Importing metricbeat events from json-file to elastic using filebeat

Hi,

I have a case when metricbeat can't deliver messages directly to elastic, instead, it writes JSON-style events to a file and later filebeat deliver it to elastic. But unfortunately I can’t use "json.keys_under_root" in filebeat if json already contains "@metadata" fields. Filebeat will crash with error:

2019-12-18T23:42:33.354+0200 DEBUG [publish] pipeline/client.go:193 Pipeline client receives callback 'onFilteredOut' for event: %+v{0001-01-01 00:00:00 +0000 UTC null null { true 0xc42054c750 /tmp/metricbeat 613 2019-12-18 23:42:33.350883336 +0200 EET m=+0.026620145 -1ns log map 1483843-2050}}

Steps to reproduce:

Create json file with system metrics inside:

metricbeat.modules:
- module: system
  period: 30s
  metricsets:
    - cpu
    - load
    - memory
    - network
    - process
    - process_summary
    - diskio
- module: system
  period: 1m
  metricsets:
    - filesystem
    - fsstat
  processors:
  - drop_event.when.regexp:
      system.filesystem.mount_point: '^/(sys|cgroup|proc|dev|etc|host|lib)($|/)'
output.file:
  path: "/tmp"
  filename: metricbeat.json

After that try to deliver this file to ELK by filebeat with next config:

filebeat.inputs:
- type: log
  paths: ["/tmp/metricbeat.json"]
  json.keys_under_root: true
  json.overwrite_keys: true
output.logstash:
  hosts: ["my.server.com:5555"]
logging.level: debug

Filebeat refuses to process JSON if it already contains "@metadata" (with beat, type and version fields). Is any workaround for it? I already tried to use "processors" to remove this fields on both side (metricbeat and filebeat) but looks you can't remove system field.

Hi @dimuskin,

This seems to be a known issue: https://github.com/elastic/beats/issues/6381 But I am afraid that I don't know of any workaround :frowning:

As you are also using logstash one thing you could try is to remove the json options from filebeat and do the JSON parsing in logstash.

Thanks for the detailed report!

@jsoriano thank you for fast response, I made little workaround:

  1. disabled "json.keys_under_root" on filebeat side, what means JSON is placed under a "json" key in the output document.

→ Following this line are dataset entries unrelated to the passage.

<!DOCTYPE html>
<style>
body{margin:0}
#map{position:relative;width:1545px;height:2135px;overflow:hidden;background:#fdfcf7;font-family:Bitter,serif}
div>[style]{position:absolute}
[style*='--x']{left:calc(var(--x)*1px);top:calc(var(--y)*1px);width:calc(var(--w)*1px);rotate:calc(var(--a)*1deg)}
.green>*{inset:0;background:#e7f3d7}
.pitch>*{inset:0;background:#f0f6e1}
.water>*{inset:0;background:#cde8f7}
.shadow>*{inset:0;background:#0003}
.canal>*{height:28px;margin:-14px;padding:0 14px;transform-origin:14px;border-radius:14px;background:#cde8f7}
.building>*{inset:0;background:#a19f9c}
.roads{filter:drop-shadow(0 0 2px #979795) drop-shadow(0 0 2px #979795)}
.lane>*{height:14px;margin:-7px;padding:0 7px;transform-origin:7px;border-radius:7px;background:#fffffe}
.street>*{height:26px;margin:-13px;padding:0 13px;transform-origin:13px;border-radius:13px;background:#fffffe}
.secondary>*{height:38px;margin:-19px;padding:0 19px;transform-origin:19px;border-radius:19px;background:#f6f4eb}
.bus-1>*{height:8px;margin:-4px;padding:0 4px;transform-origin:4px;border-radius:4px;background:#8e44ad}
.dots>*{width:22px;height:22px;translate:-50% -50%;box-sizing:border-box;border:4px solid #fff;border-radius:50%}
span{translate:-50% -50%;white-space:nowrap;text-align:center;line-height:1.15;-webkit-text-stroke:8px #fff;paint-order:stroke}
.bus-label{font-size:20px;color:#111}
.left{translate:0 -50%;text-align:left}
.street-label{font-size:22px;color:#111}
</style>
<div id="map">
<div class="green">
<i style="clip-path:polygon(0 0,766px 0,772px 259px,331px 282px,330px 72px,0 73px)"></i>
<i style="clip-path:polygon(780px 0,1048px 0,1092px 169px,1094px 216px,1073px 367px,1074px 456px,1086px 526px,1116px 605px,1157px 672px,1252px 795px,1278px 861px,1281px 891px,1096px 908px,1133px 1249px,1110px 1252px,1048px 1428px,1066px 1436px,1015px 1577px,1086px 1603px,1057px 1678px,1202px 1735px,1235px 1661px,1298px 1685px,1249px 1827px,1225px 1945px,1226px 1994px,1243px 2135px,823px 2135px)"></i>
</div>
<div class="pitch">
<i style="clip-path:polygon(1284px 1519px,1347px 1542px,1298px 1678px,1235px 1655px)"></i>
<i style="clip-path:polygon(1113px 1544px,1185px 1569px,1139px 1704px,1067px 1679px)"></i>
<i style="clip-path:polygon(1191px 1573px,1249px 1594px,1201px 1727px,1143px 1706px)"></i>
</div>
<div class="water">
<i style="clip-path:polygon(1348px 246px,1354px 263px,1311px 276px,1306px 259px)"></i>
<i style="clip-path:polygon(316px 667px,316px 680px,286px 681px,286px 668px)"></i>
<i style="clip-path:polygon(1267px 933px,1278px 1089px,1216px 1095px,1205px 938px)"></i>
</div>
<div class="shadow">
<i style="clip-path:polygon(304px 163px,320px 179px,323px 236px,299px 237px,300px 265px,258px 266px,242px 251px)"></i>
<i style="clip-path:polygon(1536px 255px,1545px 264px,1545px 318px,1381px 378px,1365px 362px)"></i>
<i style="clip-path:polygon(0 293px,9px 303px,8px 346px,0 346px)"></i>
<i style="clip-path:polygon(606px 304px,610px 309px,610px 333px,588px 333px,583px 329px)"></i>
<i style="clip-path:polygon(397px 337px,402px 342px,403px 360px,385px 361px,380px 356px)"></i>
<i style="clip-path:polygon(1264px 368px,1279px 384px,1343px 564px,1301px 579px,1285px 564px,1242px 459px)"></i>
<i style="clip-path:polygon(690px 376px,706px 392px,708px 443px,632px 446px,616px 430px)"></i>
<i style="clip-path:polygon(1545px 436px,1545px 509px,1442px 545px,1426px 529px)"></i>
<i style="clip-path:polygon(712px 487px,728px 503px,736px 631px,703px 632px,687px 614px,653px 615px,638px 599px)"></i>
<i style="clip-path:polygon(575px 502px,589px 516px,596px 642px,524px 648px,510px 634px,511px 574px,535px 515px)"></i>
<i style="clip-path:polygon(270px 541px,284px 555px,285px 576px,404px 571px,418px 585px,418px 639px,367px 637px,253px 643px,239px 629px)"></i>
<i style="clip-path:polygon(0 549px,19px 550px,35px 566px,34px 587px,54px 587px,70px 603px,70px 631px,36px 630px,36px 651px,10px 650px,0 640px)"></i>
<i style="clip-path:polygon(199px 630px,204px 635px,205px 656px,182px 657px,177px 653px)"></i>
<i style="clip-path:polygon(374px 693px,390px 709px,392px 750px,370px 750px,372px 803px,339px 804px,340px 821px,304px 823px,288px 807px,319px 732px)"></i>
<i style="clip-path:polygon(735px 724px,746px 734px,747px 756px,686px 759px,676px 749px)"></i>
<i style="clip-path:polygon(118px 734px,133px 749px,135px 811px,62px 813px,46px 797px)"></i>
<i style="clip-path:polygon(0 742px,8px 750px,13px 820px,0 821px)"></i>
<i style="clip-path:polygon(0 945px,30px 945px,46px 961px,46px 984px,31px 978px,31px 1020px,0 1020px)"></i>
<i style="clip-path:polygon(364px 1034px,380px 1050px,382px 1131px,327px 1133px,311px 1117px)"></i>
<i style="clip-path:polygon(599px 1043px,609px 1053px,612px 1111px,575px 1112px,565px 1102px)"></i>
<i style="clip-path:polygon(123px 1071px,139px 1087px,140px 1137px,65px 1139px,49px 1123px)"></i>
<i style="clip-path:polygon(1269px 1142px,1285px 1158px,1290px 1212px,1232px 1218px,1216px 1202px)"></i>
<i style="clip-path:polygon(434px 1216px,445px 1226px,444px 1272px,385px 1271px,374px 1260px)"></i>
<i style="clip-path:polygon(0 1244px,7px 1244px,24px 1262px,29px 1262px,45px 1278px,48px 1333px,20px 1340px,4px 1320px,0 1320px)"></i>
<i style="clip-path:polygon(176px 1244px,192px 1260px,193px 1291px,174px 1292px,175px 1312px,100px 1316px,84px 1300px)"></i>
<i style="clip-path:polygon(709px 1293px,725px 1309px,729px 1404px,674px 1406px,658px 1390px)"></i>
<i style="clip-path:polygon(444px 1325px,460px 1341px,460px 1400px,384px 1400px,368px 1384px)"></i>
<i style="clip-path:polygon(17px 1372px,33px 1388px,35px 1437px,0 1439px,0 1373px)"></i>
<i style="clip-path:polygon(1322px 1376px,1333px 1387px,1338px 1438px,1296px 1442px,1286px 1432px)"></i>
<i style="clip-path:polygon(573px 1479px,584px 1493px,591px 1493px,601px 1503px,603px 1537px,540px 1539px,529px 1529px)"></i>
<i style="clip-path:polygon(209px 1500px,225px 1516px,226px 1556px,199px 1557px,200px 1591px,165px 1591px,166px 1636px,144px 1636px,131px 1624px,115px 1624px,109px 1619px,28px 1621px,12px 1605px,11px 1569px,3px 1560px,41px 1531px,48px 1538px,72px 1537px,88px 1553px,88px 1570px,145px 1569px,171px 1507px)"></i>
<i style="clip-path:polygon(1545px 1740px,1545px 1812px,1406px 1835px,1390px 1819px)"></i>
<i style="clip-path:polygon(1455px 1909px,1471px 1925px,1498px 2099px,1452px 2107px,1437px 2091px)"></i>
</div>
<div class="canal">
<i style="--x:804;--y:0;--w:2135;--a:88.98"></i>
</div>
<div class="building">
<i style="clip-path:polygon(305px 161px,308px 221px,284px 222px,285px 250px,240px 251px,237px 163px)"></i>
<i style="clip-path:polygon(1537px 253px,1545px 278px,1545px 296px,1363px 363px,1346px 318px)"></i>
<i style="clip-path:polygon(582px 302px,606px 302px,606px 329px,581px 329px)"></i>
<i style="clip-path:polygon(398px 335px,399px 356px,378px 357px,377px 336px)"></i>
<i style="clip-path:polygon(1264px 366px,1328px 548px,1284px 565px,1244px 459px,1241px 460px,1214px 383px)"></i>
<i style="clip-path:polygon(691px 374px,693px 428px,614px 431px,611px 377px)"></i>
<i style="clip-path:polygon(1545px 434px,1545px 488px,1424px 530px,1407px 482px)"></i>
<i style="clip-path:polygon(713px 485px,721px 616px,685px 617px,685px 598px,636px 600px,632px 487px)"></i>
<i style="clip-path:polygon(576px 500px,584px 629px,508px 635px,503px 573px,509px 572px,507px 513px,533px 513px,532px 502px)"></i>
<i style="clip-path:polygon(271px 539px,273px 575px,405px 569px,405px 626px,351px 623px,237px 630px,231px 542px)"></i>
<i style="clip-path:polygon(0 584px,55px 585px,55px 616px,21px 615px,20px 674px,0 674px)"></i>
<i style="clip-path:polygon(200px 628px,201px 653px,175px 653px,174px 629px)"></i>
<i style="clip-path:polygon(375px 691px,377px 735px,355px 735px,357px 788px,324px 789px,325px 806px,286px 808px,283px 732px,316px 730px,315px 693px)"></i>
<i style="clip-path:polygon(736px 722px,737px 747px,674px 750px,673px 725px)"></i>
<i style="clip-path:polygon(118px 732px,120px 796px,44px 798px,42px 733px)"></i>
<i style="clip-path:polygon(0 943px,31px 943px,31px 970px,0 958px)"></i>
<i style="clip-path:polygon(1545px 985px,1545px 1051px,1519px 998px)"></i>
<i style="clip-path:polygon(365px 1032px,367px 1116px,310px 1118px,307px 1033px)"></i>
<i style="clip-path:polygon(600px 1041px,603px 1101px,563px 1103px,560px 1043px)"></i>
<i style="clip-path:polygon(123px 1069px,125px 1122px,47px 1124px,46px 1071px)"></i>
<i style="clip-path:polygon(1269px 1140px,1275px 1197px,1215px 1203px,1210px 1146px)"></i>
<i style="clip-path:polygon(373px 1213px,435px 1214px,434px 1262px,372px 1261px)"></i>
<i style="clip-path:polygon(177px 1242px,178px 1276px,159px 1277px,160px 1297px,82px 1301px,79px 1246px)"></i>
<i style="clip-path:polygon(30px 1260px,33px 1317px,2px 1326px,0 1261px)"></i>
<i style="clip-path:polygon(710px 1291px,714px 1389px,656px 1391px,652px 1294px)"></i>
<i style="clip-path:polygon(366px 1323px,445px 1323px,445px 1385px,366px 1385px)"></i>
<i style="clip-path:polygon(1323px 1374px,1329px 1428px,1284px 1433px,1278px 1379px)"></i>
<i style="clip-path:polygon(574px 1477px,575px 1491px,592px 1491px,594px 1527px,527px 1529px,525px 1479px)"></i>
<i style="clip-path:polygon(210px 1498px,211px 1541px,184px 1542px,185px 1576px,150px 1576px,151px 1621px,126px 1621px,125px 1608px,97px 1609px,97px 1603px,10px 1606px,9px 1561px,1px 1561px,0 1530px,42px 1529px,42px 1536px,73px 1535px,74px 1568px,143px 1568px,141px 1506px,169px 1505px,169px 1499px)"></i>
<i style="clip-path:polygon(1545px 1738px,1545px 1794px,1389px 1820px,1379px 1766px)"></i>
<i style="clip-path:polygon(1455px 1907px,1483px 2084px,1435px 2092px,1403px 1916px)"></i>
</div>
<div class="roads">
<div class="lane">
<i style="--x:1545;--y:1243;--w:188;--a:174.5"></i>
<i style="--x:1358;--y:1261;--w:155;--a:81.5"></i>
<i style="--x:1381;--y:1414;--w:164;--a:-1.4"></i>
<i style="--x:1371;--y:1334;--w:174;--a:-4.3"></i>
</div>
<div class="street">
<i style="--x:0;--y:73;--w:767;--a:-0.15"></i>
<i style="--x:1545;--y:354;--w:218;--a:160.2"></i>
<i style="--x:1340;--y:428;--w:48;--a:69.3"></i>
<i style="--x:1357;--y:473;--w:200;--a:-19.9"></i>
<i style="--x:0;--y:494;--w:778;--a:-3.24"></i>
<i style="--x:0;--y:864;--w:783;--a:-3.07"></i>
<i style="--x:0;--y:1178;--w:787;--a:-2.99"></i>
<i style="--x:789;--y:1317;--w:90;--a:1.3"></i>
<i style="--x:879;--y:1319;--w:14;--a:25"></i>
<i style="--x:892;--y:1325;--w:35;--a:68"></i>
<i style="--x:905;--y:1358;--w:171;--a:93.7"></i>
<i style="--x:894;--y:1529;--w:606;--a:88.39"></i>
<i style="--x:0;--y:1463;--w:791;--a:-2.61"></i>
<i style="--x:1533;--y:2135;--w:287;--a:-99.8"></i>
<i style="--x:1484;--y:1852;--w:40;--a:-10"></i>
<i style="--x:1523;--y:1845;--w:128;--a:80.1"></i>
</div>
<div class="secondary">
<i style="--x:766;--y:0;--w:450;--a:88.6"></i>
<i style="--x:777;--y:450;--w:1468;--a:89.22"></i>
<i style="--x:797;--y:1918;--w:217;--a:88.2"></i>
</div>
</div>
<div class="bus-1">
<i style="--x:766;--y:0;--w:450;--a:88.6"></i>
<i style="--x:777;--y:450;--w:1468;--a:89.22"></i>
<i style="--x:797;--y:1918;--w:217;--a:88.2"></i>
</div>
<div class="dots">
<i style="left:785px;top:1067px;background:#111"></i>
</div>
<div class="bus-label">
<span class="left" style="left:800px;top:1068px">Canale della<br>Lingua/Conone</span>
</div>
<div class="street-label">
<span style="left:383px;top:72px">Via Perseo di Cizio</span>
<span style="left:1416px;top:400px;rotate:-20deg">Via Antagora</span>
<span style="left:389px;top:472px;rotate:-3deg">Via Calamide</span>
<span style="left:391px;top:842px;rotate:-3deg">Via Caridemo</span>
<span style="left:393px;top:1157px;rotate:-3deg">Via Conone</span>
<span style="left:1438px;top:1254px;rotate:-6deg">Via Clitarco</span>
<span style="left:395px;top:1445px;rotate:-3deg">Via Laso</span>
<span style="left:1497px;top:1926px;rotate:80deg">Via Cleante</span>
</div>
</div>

  2. added additional pipeline in logstash

         #  Ruby can't process @timestamp
         date {
             match => [ "[json][@timestamp]", "ISO8601" ]
             timezone => "Etc/UTC"
             remove_field => "[json][@timestamp]"
         }
         ruby {
             code => '
                 event.get("json").each { |k, v|
                     event.set(k,v)
                 }
                 event.remove("json")
             '
         }
    

but this is a terrible solution, due to which performance drops drastically and requires logstash layer between filebeat and elastic.

it would be nice to get around this problem :slight_smile:

@dimuskin if you want to remove logstash from the equation you can also use ingest pipelines in Elasticsearch, there you can also use a JSON processor, so you could send the raw logs with filebeat and do the JSON parsing in Elasticsearch.